Records shown:

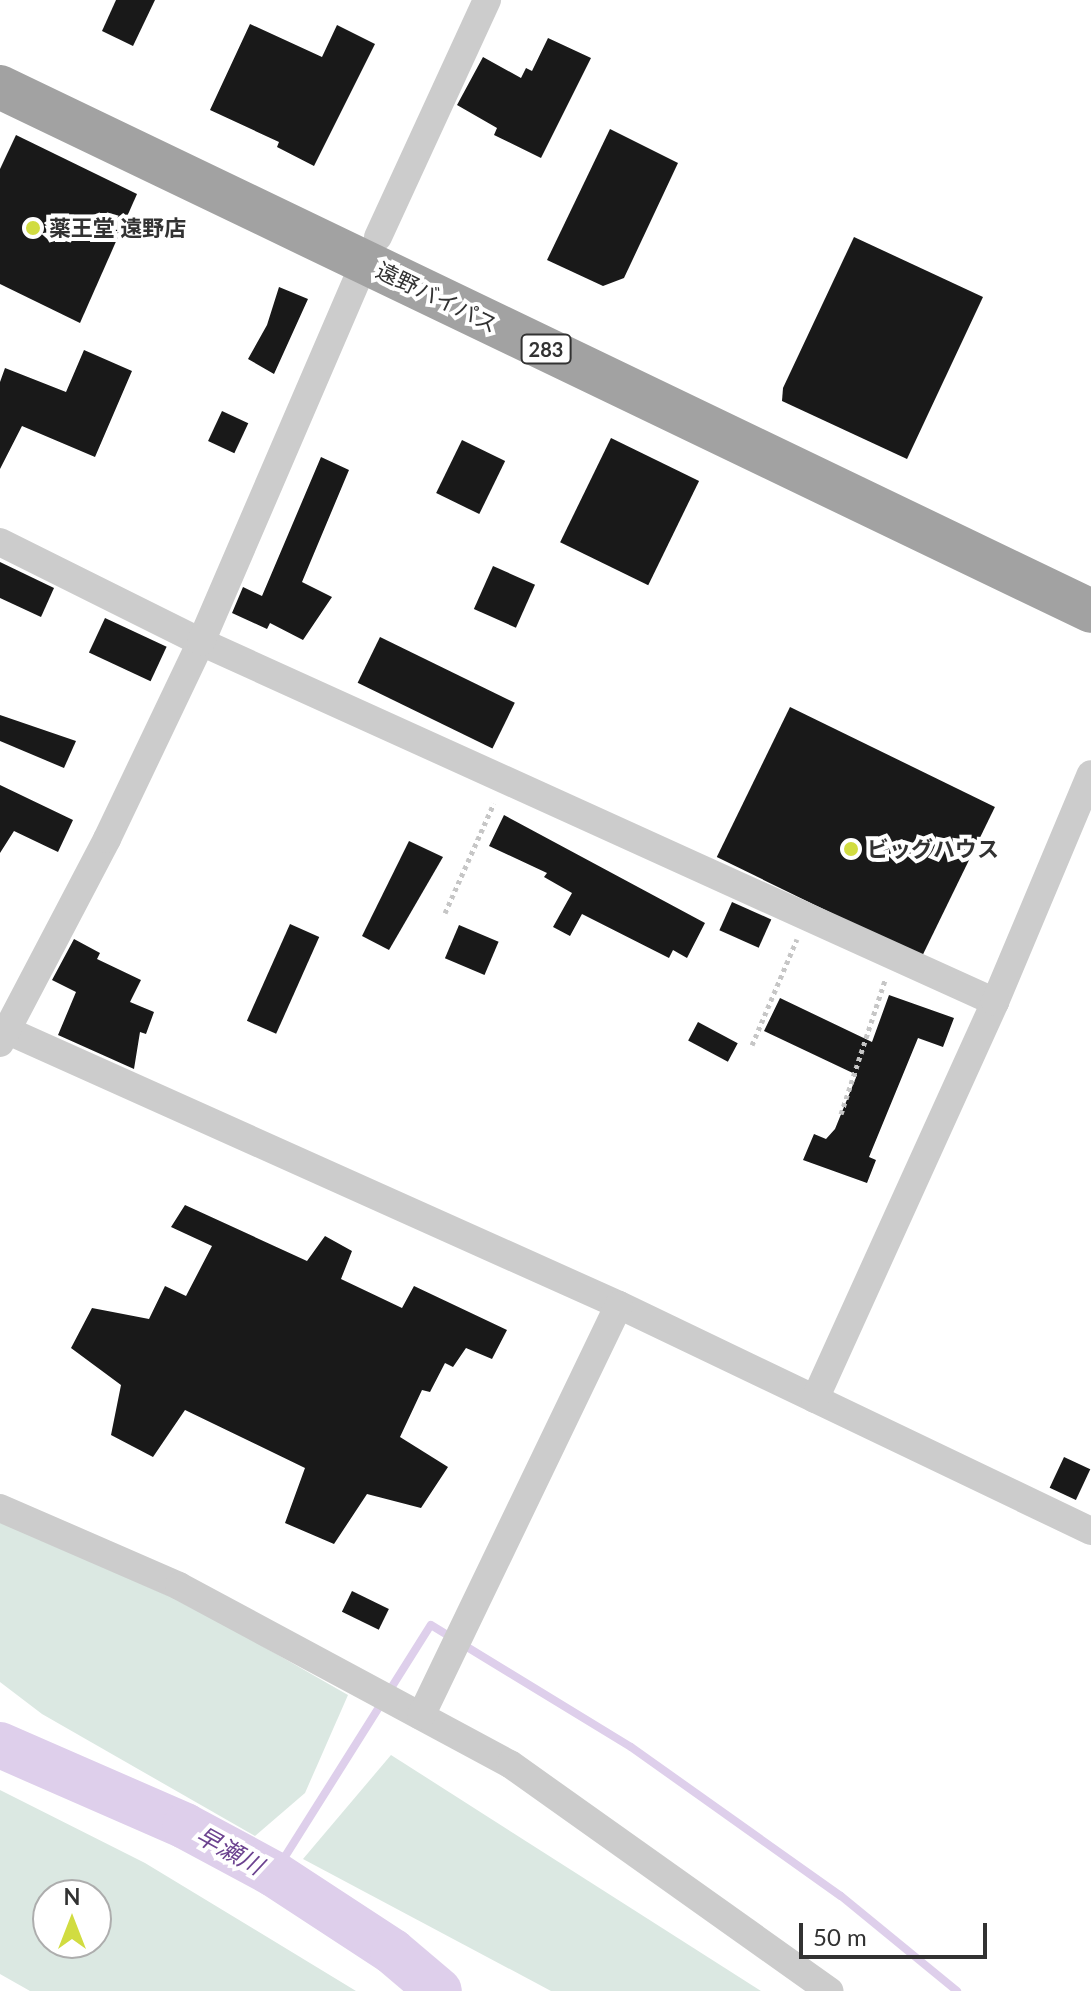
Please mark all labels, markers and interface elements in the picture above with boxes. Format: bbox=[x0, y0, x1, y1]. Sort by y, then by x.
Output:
place label: 薬王堂 遠野店 bbox=[49, 215, 186, 241]
marker: 薬王堂 遠野店 bbox=[24, 219, 42, 237]
street label: 遠野バイパス bbox=[372, 256, 502, 338]
road number: 283 bbox=[520, 333, 572, 365]
place label: ビッグハウス bbox=[867, 836, 999, 862]
marker: ビッグハウス bbox=[842, 840, 860, 858]
water label: 早瀬川 bbox=[192, 1820, 268, 1880]
north arrow bbox=[32, 1879, 112, 1959]
text: N bbox=[64, 1883, 80, 1910]
scale bar bbox=[803, 1907, 991, 1957]
text: 50 m bbox=[813, 1922, 867, 1951]

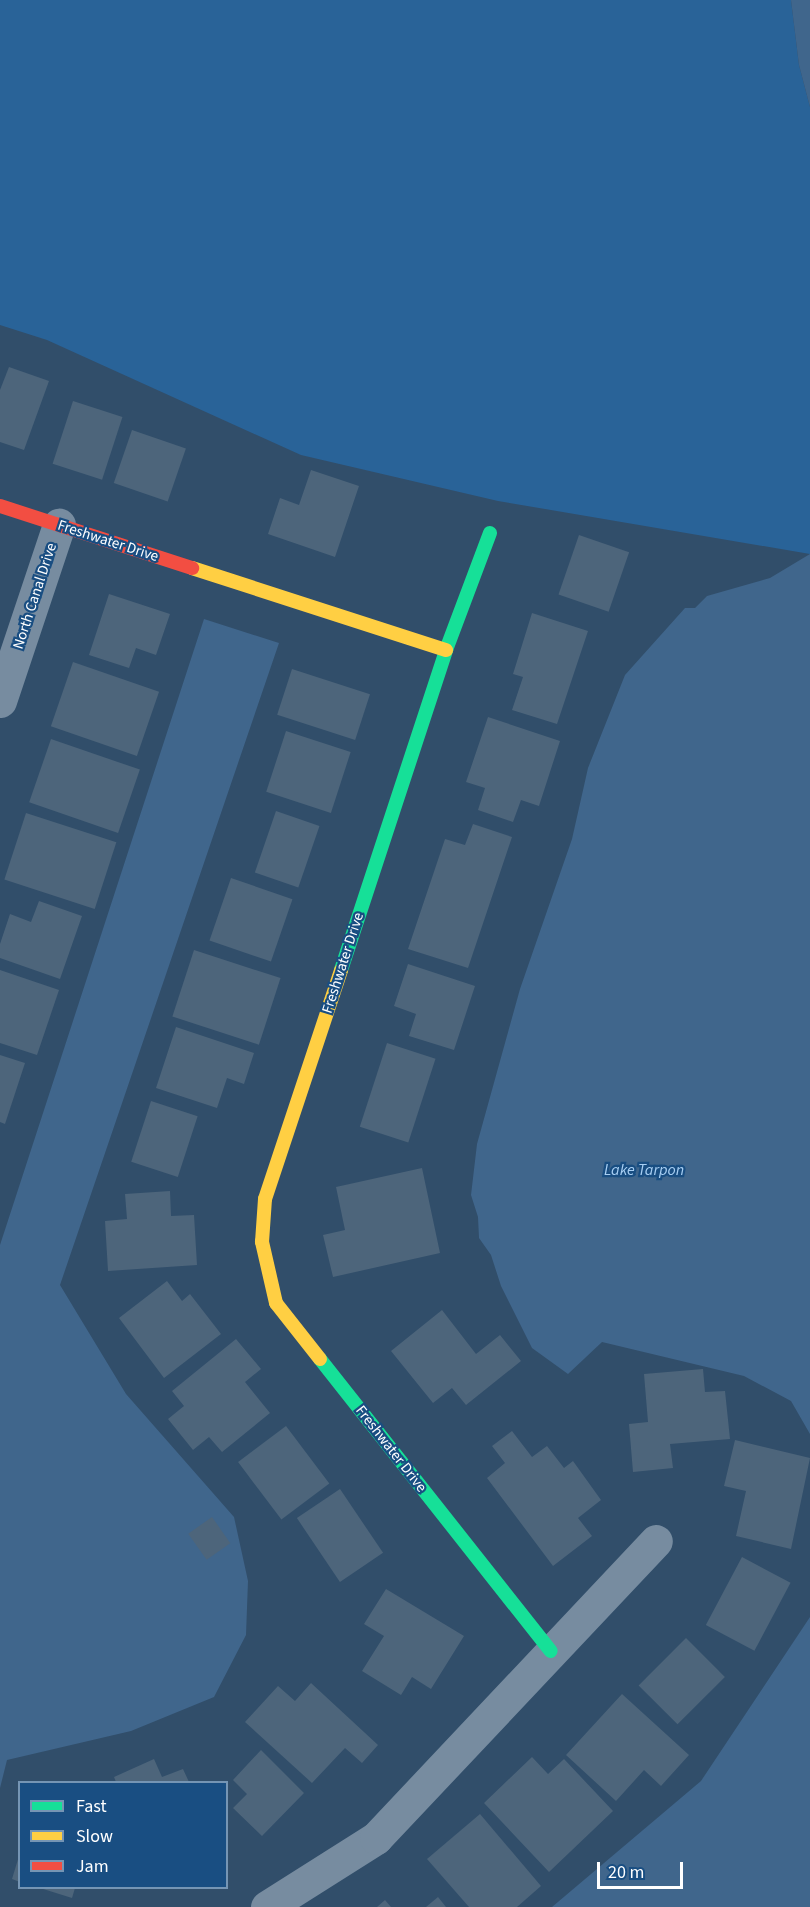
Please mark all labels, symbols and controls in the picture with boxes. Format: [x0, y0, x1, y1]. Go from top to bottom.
street label: Freshwater Drive [55, 516, 161, 566]
street label: North Canal Drive [9, 541, 61, 651]
street label: Freshwater Drive [318, 910, 368, 1016]
water label: Lake Tarpon [604, 1160, 684, 1180]
street label: Freshwater Drive [352, 1402, 430, 1496]
legend [18, 1781, 228, 1889]
text: Fast [76, 1794, 107, 1819]
text: Slow [76, 1824, 113, 1849]
scale bar [600, 1850, 686, 1888]
text: Jam [76, 1854, 109, 1879]
text: 20 m [608, 1860, 644, 1885]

Exercise prompt: Each record must be repeated verbatim, and no picture may appear in the copy.

Response to this exercise:
Please mark all labels, markers and interface elements in the picture above with boxes. Format: bbox=[x0, y0, x1, y1]. Sort by y, then by x.
Output:
place label: 薬王堂 遠野店 bbox=[49, 215, 186, 241]
marker: 薬王堂 遠野店 bbox=[24, 219, 42, 237]
street label: 遠野バイパス bbox=[372, 256, 502, 338]
road number: 283 bbox=[520, 333, 572, 365]
place label: ビッグハウス bbox=[867, 836, 999, 862]
marker: ビッグハウス bbox=[842, 840, 860, 858]
water label: 早瀬川 bbox=[192, 1820, 268, 1880]
north arrow bbox=[32, 1879, 112, 1959]
text: N bbox=[64, 1883, 80, 1910]
scale bar bbox=[803, 1907, 991, 1957]
text: 50 m bbox=[813, 1922, 867, 1951]

Please mark all labels, symbols and controls in the picture with boxes. Format: [x0, y0, x1, y1]. Go from top to bottom.
street label: Freshwater Drive [55, 516, 161, 566]
street label: North Canal Drive [9, 541, 61, 651]
street label: Freshwater Drive [318, 910, 368, 1016]
water label: Lake Tarpon [604, 1160, 684, 1180]
street label: Freshwater Drive [352, 1402, 430, 1496]
legend [18, 1781, 228, 1889]
text: Fast [76, 1794, 107, 1819]
text: Slow [76, 1824, 113, 1849]
scale bar [600, 1850, 686, 1888]
text: Jam [76, 1854, 109, 1879]
text: 20 m [608, 1860, 644, 1885]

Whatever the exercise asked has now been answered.